- _Problem to work on_
Work out the number of lines in the records that include the word "minor"; reply with that number alone.

[Records from a collection]

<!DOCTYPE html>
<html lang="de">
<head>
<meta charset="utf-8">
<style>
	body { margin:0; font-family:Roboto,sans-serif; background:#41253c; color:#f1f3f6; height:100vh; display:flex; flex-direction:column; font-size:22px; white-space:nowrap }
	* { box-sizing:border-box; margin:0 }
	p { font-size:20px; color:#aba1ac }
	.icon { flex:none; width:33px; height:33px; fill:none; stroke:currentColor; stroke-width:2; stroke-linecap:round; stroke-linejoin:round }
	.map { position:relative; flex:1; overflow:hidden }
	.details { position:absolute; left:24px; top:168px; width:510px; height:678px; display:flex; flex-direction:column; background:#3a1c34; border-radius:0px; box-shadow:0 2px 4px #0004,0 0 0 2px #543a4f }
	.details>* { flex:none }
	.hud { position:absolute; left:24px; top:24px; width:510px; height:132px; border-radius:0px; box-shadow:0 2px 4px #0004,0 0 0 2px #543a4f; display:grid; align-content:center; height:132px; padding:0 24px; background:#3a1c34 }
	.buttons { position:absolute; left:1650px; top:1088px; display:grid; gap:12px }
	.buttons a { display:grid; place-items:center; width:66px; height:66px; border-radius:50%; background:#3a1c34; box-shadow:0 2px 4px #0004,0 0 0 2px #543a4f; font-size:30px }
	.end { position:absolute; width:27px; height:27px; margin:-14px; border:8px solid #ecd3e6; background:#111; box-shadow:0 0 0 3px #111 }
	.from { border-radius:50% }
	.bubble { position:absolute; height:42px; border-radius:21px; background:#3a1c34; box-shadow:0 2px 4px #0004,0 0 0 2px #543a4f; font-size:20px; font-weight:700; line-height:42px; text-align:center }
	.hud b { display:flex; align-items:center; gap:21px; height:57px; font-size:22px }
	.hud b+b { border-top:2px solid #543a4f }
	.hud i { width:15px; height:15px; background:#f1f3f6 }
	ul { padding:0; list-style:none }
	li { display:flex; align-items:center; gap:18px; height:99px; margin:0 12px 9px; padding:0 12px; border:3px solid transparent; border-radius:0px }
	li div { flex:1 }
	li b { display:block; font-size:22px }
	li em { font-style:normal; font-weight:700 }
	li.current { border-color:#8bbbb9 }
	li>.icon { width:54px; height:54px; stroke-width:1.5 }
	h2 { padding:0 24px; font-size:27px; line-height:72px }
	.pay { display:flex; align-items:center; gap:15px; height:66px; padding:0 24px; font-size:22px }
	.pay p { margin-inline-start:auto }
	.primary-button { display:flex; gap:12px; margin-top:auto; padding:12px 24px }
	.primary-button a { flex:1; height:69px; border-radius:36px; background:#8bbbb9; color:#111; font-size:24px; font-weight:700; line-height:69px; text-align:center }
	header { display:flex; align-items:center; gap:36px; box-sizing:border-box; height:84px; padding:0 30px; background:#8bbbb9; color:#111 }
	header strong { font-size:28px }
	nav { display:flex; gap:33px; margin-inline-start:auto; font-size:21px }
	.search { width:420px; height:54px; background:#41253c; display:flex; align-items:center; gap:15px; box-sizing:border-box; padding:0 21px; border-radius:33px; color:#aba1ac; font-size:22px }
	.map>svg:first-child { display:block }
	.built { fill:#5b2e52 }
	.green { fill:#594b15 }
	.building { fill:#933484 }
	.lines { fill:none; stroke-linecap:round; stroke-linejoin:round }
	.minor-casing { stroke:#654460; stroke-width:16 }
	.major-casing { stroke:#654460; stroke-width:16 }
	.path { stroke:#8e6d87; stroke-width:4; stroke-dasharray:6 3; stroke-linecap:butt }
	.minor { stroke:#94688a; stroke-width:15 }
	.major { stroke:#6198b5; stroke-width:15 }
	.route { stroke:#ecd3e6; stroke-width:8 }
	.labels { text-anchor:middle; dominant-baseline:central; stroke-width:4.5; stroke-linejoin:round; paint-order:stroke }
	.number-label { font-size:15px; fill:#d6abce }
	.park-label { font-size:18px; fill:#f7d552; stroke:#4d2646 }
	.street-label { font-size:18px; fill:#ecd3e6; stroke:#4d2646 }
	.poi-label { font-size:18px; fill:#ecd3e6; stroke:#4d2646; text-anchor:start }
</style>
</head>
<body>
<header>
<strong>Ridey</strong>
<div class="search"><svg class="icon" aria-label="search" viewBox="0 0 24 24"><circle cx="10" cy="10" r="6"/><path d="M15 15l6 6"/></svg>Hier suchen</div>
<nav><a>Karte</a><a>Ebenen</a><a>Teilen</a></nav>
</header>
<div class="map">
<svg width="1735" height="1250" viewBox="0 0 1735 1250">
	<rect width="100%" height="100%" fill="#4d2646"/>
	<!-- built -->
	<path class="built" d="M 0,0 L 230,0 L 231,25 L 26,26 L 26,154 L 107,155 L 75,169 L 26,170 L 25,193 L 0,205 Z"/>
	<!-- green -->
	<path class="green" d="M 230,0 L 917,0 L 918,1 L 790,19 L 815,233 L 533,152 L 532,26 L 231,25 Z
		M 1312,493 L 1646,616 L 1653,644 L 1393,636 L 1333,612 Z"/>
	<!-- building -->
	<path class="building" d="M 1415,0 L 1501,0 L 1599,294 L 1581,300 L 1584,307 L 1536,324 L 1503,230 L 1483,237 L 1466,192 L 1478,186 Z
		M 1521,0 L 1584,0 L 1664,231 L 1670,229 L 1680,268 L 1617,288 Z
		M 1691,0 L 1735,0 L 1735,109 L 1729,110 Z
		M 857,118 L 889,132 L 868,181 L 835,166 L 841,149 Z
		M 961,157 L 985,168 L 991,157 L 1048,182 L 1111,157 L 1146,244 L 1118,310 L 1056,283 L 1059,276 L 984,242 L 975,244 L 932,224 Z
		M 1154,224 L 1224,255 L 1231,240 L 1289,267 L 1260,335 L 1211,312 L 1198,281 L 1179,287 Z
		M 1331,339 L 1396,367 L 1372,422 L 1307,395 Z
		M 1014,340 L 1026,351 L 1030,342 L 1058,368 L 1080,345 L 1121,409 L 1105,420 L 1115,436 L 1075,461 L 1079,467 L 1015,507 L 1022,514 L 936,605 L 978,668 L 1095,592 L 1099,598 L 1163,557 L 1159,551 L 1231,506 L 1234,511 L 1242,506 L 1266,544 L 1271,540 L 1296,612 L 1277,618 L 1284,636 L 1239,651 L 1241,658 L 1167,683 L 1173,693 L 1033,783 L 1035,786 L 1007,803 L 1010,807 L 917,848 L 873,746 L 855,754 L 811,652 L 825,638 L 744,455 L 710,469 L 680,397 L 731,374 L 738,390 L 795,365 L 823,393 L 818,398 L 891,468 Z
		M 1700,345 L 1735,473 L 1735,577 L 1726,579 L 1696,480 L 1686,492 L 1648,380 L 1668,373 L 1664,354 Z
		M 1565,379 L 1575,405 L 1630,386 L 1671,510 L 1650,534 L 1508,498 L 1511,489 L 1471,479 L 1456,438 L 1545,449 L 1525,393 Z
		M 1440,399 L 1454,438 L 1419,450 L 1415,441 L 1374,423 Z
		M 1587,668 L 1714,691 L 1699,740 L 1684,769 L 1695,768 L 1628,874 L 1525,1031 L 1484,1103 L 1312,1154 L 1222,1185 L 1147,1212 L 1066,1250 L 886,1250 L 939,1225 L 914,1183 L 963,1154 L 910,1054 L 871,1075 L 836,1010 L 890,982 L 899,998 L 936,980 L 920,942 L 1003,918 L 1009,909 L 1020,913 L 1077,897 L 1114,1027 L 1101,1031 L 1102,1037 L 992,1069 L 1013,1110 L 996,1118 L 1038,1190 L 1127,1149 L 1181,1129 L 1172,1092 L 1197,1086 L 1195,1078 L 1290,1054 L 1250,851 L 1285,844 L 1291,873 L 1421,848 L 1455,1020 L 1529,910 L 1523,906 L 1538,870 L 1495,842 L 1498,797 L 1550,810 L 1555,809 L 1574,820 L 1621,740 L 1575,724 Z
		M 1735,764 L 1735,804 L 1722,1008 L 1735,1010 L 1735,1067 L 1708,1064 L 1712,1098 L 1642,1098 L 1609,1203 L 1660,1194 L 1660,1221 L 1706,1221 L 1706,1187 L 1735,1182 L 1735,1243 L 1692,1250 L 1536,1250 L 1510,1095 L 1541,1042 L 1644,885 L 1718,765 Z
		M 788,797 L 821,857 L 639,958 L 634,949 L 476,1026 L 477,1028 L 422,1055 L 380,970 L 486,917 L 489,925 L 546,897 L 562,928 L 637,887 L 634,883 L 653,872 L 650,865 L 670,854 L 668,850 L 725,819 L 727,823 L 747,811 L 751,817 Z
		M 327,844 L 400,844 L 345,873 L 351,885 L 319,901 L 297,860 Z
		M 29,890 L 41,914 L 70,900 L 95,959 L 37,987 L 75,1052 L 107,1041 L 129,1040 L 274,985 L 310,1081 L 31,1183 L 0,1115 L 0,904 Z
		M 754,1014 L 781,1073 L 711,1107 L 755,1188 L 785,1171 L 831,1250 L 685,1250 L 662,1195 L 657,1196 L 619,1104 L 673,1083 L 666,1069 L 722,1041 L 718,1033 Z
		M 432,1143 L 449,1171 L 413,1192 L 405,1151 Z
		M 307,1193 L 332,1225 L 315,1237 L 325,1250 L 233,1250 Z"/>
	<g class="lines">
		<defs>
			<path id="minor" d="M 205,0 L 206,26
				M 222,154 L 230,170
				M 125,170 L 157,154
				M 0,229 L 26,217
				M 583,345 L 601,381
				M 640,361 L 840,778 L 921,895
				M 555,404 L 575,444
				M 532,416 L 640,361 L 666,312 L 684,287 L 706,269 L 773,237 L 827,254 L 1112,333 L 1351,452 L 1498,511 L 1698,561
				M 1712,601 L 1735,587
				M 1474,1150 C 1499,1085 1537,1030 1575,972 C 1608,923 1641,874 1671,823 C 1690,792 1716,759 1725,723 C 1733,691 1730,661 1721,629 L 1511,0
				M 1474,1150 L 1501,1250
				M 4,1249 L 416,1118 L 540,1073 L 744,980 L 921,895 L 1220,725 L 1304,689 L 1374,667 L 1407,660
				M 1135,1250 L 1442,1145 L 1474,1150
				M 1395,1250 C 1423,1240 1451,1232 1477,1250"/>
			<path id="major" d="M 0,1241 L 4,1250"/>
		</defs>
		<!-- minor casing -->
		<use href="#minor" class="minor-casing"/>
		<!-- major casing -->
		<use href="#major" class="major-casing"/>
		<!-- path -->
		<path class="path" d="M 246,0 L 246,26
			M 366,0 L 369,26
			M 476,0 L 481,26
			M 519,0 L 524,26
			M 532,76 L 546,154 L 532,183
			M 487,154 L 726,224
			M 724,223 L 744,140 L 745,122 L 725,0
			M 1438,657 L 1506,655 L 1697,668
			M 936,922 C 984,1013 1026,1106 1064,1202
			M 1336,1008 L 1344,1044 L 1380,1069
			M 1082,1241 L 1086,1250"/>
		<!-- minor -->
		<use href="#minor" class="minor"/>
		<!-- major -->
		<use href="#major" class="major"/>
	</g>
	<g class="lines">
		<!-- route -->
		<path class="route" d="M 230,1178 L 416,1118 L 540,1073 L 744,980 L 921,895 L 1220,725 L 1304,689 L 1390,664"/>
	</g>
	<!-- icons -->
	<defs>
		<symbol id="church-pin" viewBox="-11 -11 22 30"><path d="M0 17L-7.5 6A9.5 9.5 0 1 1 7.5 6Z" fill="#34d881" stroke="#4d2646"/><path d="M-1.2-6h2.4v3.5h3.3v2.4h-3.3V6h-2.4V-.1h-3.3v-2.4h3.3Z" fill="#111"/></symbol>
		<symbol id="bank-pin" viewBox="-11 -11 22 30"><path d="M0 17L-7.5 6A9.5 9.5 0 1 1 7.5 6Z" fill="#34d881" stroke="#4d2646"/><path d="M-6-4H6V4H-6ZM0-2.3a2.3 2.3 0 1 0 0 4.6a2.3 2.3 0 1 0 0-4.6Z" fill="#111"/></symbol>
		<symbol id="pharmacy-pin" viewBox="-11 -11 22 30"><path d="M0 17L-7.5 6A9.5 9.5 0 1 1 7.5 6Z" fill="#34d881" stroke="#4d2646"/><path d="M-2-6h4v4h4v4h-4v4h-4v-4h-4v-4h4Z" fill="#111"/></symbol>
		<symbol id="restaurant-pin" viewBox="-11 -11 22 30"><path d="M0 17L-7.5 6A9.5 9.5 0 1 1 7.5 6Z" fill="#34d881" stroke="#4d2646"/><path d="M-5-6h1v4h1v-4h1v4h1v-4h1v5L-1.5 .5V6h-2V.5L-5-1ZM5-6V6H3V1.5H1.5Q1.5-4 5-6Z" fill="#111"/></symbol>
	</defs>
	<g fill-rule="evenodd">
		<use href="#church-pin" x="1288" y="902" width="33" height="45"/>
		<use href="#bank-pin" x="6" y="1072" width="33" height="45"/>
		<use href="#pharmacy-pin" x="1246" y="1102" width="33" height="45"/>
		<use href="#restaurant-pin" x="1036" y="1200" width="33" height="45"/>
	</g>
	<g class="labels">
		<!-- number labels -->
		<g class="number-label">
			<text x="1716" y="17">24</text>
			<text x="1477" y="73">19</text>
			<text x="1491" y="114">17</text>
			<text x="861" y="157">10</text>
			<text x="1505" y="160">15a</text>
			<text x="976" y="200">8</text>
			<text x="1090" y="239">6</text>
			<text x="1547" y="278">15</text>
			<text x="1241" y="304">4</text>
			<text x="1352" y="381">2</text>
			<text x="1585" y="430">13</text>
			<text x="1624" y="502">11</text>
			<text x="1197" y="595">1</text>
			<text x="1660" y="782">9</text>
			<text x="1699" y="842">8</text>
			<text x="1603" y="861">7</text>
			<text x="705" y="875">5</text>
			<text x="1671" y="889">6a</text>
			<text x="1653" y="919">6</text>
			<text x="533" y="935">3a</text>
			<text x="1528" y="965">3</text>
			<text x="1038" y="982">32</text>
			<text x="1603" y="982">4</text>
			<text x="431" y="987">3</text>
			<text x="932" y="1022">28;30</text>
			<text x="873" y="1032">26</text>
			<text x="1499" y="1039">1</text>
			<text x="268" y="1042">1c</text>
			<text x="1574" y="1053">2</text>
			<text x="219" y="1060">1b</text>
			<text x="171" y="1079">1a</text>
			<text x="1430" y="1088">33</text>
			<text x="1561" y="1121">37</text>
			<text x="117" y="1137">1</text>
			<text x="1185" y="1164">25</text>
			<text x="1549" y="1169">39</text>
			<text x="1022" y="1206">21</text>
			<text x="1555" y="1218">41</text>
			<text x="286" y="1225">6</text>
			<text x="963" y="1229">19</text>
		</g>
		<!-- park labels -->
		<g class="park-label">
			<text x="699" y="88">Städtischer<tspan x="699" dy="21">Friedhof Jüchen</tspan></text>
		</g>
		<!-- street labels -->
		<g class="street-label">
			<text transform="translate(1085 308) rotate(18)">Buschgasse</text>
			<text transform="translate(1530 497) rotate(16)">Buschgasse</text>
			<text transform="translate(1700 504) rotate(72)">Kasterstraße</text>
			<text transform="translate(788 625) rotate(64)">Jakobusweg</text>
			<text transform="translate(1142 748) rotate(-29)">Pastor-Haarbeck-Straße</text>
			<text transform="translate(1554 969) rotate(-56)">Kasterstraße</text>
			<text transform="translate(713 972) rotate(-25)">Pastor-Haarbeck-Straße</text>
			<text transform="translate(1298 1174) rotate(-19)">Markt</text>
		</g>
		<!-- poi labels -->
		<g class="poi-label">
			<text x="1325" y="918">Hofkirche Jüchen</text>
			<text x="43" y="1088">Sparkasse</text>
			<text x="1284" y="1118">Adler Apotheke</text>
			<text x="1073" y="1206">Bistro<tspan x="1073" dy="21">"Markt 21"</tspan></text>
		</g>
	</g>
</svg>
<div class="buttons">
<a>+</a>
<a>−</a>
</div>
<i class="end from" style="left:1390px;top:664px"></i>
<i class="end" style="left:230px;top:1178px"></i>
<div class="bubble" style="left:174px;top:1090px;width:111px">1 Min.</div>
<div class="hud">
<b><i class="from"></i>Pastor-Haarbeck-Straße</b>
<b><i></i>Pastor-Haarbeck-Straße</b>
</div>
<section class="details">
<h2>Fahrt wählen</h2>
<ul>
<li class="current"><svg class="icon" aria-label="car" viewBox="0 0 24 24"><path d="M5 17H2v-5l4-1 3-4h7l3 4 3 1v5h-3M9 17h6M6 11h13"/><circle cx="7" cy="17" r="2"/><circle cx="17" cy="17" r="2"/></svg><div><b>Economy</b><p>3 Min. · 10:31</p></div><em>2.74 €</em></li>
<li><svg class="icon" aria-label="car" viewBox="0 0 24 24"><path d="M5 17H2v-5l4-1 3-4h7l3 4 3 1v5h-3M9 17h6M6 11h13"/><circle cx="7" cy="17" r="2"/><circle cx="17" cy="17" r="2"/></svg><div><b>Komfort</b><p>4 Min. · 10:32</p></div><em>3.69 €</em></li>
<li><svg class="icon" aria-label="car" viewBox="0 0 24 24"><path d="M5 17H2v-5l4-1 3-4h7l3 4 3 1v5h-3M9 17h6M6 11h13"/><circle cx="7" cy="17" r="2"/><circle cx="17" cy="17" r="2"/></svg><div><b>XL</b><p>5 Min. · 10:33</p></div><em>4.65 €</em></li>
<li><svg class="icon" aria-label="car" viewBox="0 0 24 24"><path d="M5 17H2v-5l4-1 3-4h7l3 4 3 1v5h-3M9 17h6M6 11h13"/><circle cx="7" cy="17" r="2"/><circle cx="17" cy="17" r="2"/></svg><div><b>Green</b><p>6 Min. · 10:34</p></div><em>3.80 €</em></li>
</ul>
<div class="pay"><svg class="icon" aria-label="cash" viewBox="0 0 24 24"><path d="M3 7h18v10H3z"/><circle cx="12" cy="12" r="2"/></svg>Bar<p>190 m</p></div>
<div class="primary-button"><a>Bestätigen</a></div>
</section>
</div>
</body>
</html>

- _Written solution_
7